* [Assigned task] Give again, word for word, every line in the entries below from the line with "const building = new" up to and including the line with "M 1508,64 L 1637,13", and no other line.

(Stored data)

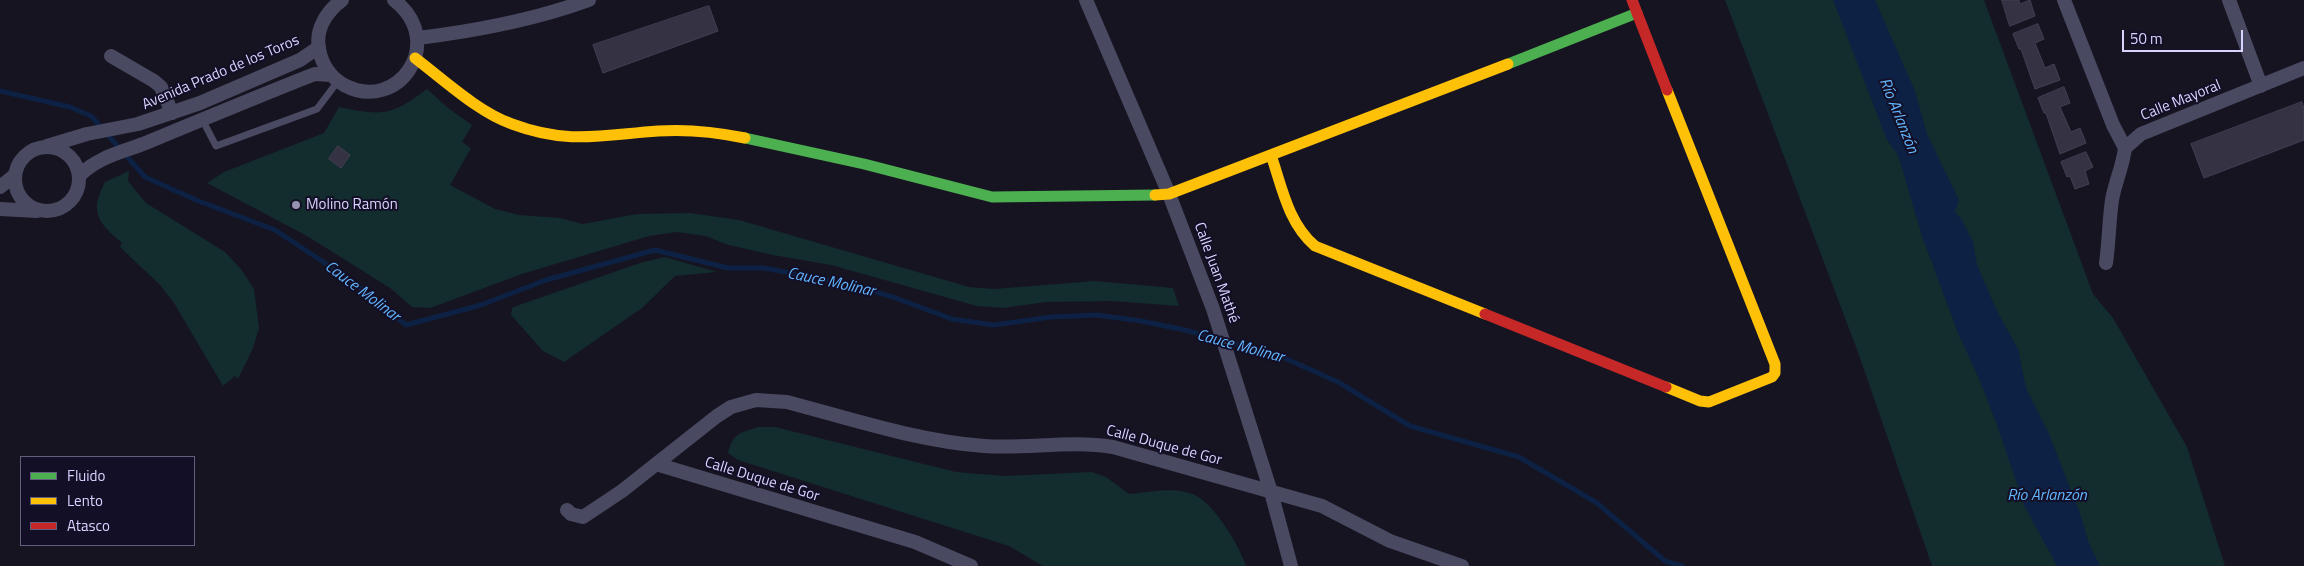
<!DOCTYPE html>
<html>
<head>
<meta charset="utf-8">
<style>
	body { margin:0 }
	#map { position:relative; width:2304px; height:566px; overflow:hidden; background:#161421; font-family:"Titillium Web",sans-serif }
	canvas { display:block }
	.legend { position:absolute; left:20px; top:456px; width:175px; height:90px; box-sizing:border-box; background:#130f26; border:1px solid #625e7d; margin:0; padding:6px 9px; list-style:none; font-size:15px; color:#d9d4ff }
	.legend li { display:flex; align-items:center; gap:10px; height:25px }
	.legend b { width:25px; border:1px solid #625e7d }
	.scale { position:absolute; left:2122px; top:30px; width:121px; height:22px; box-sizing:border-box; border:2px solid #d9d4ff; border-top:0; padding-left:6px; font-size:15px; line-height:18px; white-space:nowrap; color:#d9d4ff; -webkit-text-stroke:4px #130f26; paint-order:stroke }
</style>
</head>
<body>
<div id="map">
<canvas width="2304" height="566"></canvas>
<ul class="legend">
<li><b style="height:6px;background:#4caf50"></b>Fluido</li>
<li><b style="height:6px;background:#ffc107"></b>Lento</li>
<li><b style="height:6px;background:#c62828"></b>Atasco</li>
</ul>
<div class="scale">50 m</div>
</div>
<script>
const c = document.querySelector('canvas').getContext('2d');
c.lineJoin = 'round';
function paint(path, color) {
  c.fillStyle = color;
  c.fill(path, 'evenodd');
}
function strokePath(path, color, width, dash) {
  c.strokeStyle = color;
  c.lineWidth = width;
  c.lineCap = dash ? 'butt' : 'round';
  c.setLineDash(dash || []);
  c.stroke(path);
}
function drawText(font, color, halo, rows, align = 'center') {
  c.font = font + ' "Titillium Web",sans-serif';
  c.lineWidth = 4;
  c.setLineDash([]);
  c.textBaseline = 'middle';
  c.strokeStyle = halo;
  c.fillStyle = color;
  for (const [text, x, y, turn = 0] of rows) {
    c.save();
    c.translate(x, y);
    c.rotate((+turn || 0) * Math.PI / 180);
    c.textAlign = isNaN(turn) ? turn : align;
    if (halo) c.strokeText(text, 0, 0);
    c.fillText(text, 0, 0);
    c.restore();
  }
}
paint(new Path2D(`
	M 1725,0 L 1984,0 L 2093,294 L 2113,318 L 2187,447 L 2225,566 L 1932,566 L 1859,355 Z
	M 427,89 L 448,108 L 472,125 L 462,142 L 471,148 L 450,185 L 495,209 L 519,215 L 559,218 L 583,224 L 637,214 L 690,213 L 739,220 L 969,287 L 994,289 L 1095,281 L 1173,288 L 1179,306 L 1112,301 L 1046,302 L 1003,308 L 977,306 L 831,265 L 773,255 L 729,245 L 705,236 L 677,232 L 649,236 L 522,274 L 430,308 L 412,307 L 390,288 L 307,236 L 207,183 L 224,172 L 324,133 L 339,107 C 383,116 391,116 427,89 Z
	M 129,171 L 128,181 L 146,203 L 225,252 L 241,269 L 254,289 L 259,328 L 253,348 L 238,379 L 235,376 L 223,386 L 174,303 L 160,285 L 120,247 L 122,243 C 98,223 89,212 105,182 Z
	M 665,257 L 717,272 L 675,276 L 642,308 L 564,362 L 543,351 L 511,315 L 512,308 L 519,305 L 640,263 Z
	M 758,427 L 775,427 L 956,472 L 1004,476 L 1092,472 L 1106,477 L 1129,494 C 1149,492 1176,486 1195,495 C 1215,505 1239,545 1246,566 L 1043,566 L 1009,546 L 738,460 L 728,453 C 733,433 740,433 758,427 Z`), '#132c2d');
paint(new Path2D(`
	M 1833,0 L 1875,0 L 1915,91 L 1927,134 L 1959,200 L 1955,212 L 1962,220 L 1973,242 L 1977,265 L 1997,311 L 2018,349 L 2026,388 L 2049,434 L 2081,516 L 2088,541 L 2100,566 L 2057,566 L 2025,507 L 1997,425 L 1980,381 L 1958,333 L 1922,236 L 1898,155 L 1887,140 Z`), '#0d2144');
strokePath(new Path2D(`
	M 0,91 L 70,107 L 91,116 L 145,177 L 196,200 L 275,230 L 352,281 L 406,325 L 481,305 L 546,280 L 655,250 L 728,268 L 764,268 L 838,282 L 890,296 L 952,319 L 994,325 L 1051,317 L 1097,315 L 1141,321 L 1185,330 L 1280,356 L 1338,382 L 1410,426 L 1519,457 L 1597,503 L 1665,561 L 1682,566`), '#0d2144', 5);
const building = new Path2D(`
	M 2002,0 L 2019,0 L 2020,4 L 2030,0 L 2035,16 L 2010,26 Z
	M 709,6 L 718,31 L 603,73 L 593,45 Z
	M 2038,24 L 2044,39 L 2035,43 L 2045,68 L 2054,64 L 2060,80 L 2035,89 L 2021,49 L 2019,49 L 2013,34 Z
	M 2064,87 L 2070,103 L 2060,107 L 2071,132 L 2080,128 L 2086,143 L 2060,154 L 2046,113 L 2044,113 L 2038,98 Z
	M 2302,102 L 2304,108 L 2304,140 L 2204,178 L 2191,144 Z
	M 338,146 L 350,155 L 341,168 L 329,159 Z
	M 2086,152 L 2093,167 L 2085,171 L 2089,184 L 2075,189 L 2070,176 L 2067,177 L 2061,162 Z`);
paint(building, '#343243');
strokePath(building, '#433f54', 1);
strokePath(new Path2D(`
	M 202,119 L 216,146 L 317,109 L 338,81`), '#4a4962', 7);
strokePath(new Path2D(`
	M 342,0 C 327,11 315,29 319,49 C 322,65 330,77 344,85 C 398,114 448,42 394,0
	M 1086,0 L 1169,194 L 1213,309 L 1271,492 L 1291,566
	M 2064,0 L 2113,125 L 2125,148
	M 2229,0 L 2261,86
	M 418,38 C 476,31 534,20 589,0
	M 111,56 L 154,81 L 161,87 L 172,113
	M 47,146 L 87,134 L 138,124 L 200,103 L 300,60 L 319,47
	M15 179a32 32 0 1 1 64 0a32 32 0 1 1-64 0Z
	M 80,175 C 99,156 124,152 148,142 C 201,120 254,98 307,77 L 315,74 L 331,75
	M 0,187 L 15,175
	M 0,209 L 37,211
	M 2106,263 C 2109,242 2109,221 2112,200 C 2115,182 2123,166 2125,148 L 2141,134 L 2304,68
	M 656,464 L 915,542 L 971,566
	M 567,510 L 571,514 L 583,517 L 622,491 L 717,416 L 731,407 L 756,400 L 787,402 C 851,419 917,441 984,446 C 1028,449 1070,440 1113,447 L 1322,506 L 1390,541 L 1462,566`), '#4a4962', 14);
strokePath(new Path2D(`
	M 1508,64 L 1637,13
	M 745,138 L 864,164 L 992,197 L 1155,195`), '#4caf50', 11);
strokePath(new Path2D(`
	M 415,58 C 444,80 478,112 512,124 C 568,145 602,135 658,131 C 687,129 716,132 745,138
	M 1271,155 C 1282,187 1288,223 1315,246 L 1485,314
	M 1155,195 L 1169,194 L 1508,64
	M 1666,387 L 1700,401 L 1709,402 L 1772,377 L 1775,373 L 1775,364 L 1667,90`), '#ffc107', 11);
strokePath(new Path2D(`
	M 1632,0 L 1667,90
	M 1485,314 L 1666,387`), '#c62828', 11);
for (const [x, y, r, color] of [
	[296,205,5,"#9591b1"]
]) {
  const dot = new Path2D();
  dot.arc(x, y, r, 0, 2 * Math.PI);
  c.fillStyle = color;
  c.fill(dot);
  strokePath(dot, '#130f26', 2);
}
drawText('15px', '#d9d4ff', '#130f26', [
	["Avenida Prado de los Toros",221,73,-23],
	["Calle Mayoral",2181,101,-22],
	["Calle Juan Mathé",1216,273,70],
	["Calle Duque de Gor",1164,446,15],
	["Calle Duque de Gor",762,480,17]
]);
drawText('15px', '#d9d4ff', '#130f26', [
	["Molino Ramón",306,205]
], 'left');
drawText('italic 16px', '#62b6ff', '#130f26', [
	["Río Arlanzón",1898,116,68],
	["Cauce Molinar",831,283,12],
	["Cauce Molinar",362,292,37],
	["Cauce Molinar",1240,347,15],
	["Río Arlanzón",2047,496]
]);
</script>
</body>
</html>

* [Solution to the problem]
const building = new Path2D(`
	M 2002,0 L 2019,0 L 2020,4 L 2030,0 L 2035,16 L 2010,26 Z
	M 709,6 L 718,31 L 603,73 L 593,45 Z
	M 2038,24 L 2044,39 L 2035,43 L 2045,68 L 2054,64 L 2060,80 L 2035,89 L 2021,49 L 2019,49 L 2013,34 Z
	M 2064,87 L 2070,103 L 2060,107 L 2071,132 L 2080,128 L 2086,143 L 2060,154 L 2046,113 L 2044,113 L 2038,98 Z
	M 2302,102 L 2304,108 L 2304,140 L 2204,178 L 2191,144 Z
	M 338,146 L 350,155 L 341,168 L 329,159 Z
	M 2086,152 L 2093,167 L 2085,171 L 2089,184 L 2075,189 L 2070,176 L 2067,177 L 2061,162 Z`);
paint(building, '#343243');
strokePath(building, '#433f54', 1);
strokePath(new Path2D(`
	M 202,119 L 216,146 L 317,109 L 338,81`), '#4a4962', 7);
strokePath(new Path2D(`
	M 342,0 C 327,11 315,29 319,49 C 322,65 330,77 344,85 C 398,114 448,42 394,0
	M 1086,0 L 1169,194 L 1213,309 L 1271,492 L 1291,566
	M 2064,0 L 2113,125 L 2125,148
	M 2229,0 L 2261,86
	M 418,38 C 476,31 534,20 589,0
	M 111,56 L 154,81 L 161,87 L 172,113
	M 47,146 L 87,134 L 138,124 L 200,103 L 300,60 L 319,47
	M15 179a32 32 0 1 1 64 0a32 32 0 1 1-64 0Z
	M 80,175 C 99,156 124,152 148,142 C 201,120 254,98 307,77 L 315,74 L 331,75
	M 0,187 L 15,175
	M 0,209 L 37,211
	M 2106,263 C 2109,242 2109,221 2112,200 C 2115,182 2123,166 2125,148 L 2141,134 L 2304,68
	M 656,464 L 915,542 L 971,566
	M 567,510 L 571,514 L 583,517 L 622,491 L 717,416 L 731,407 L 756,400 L 787,402 C 851,419 917,441 984,446 C 1028,449 1070,440 1113,447 L 1322,506 L 1390,541 L 1462,566`), '#4a4962', 14);
strokePath(new Path2D(`
	M 1508,64 L 1637,13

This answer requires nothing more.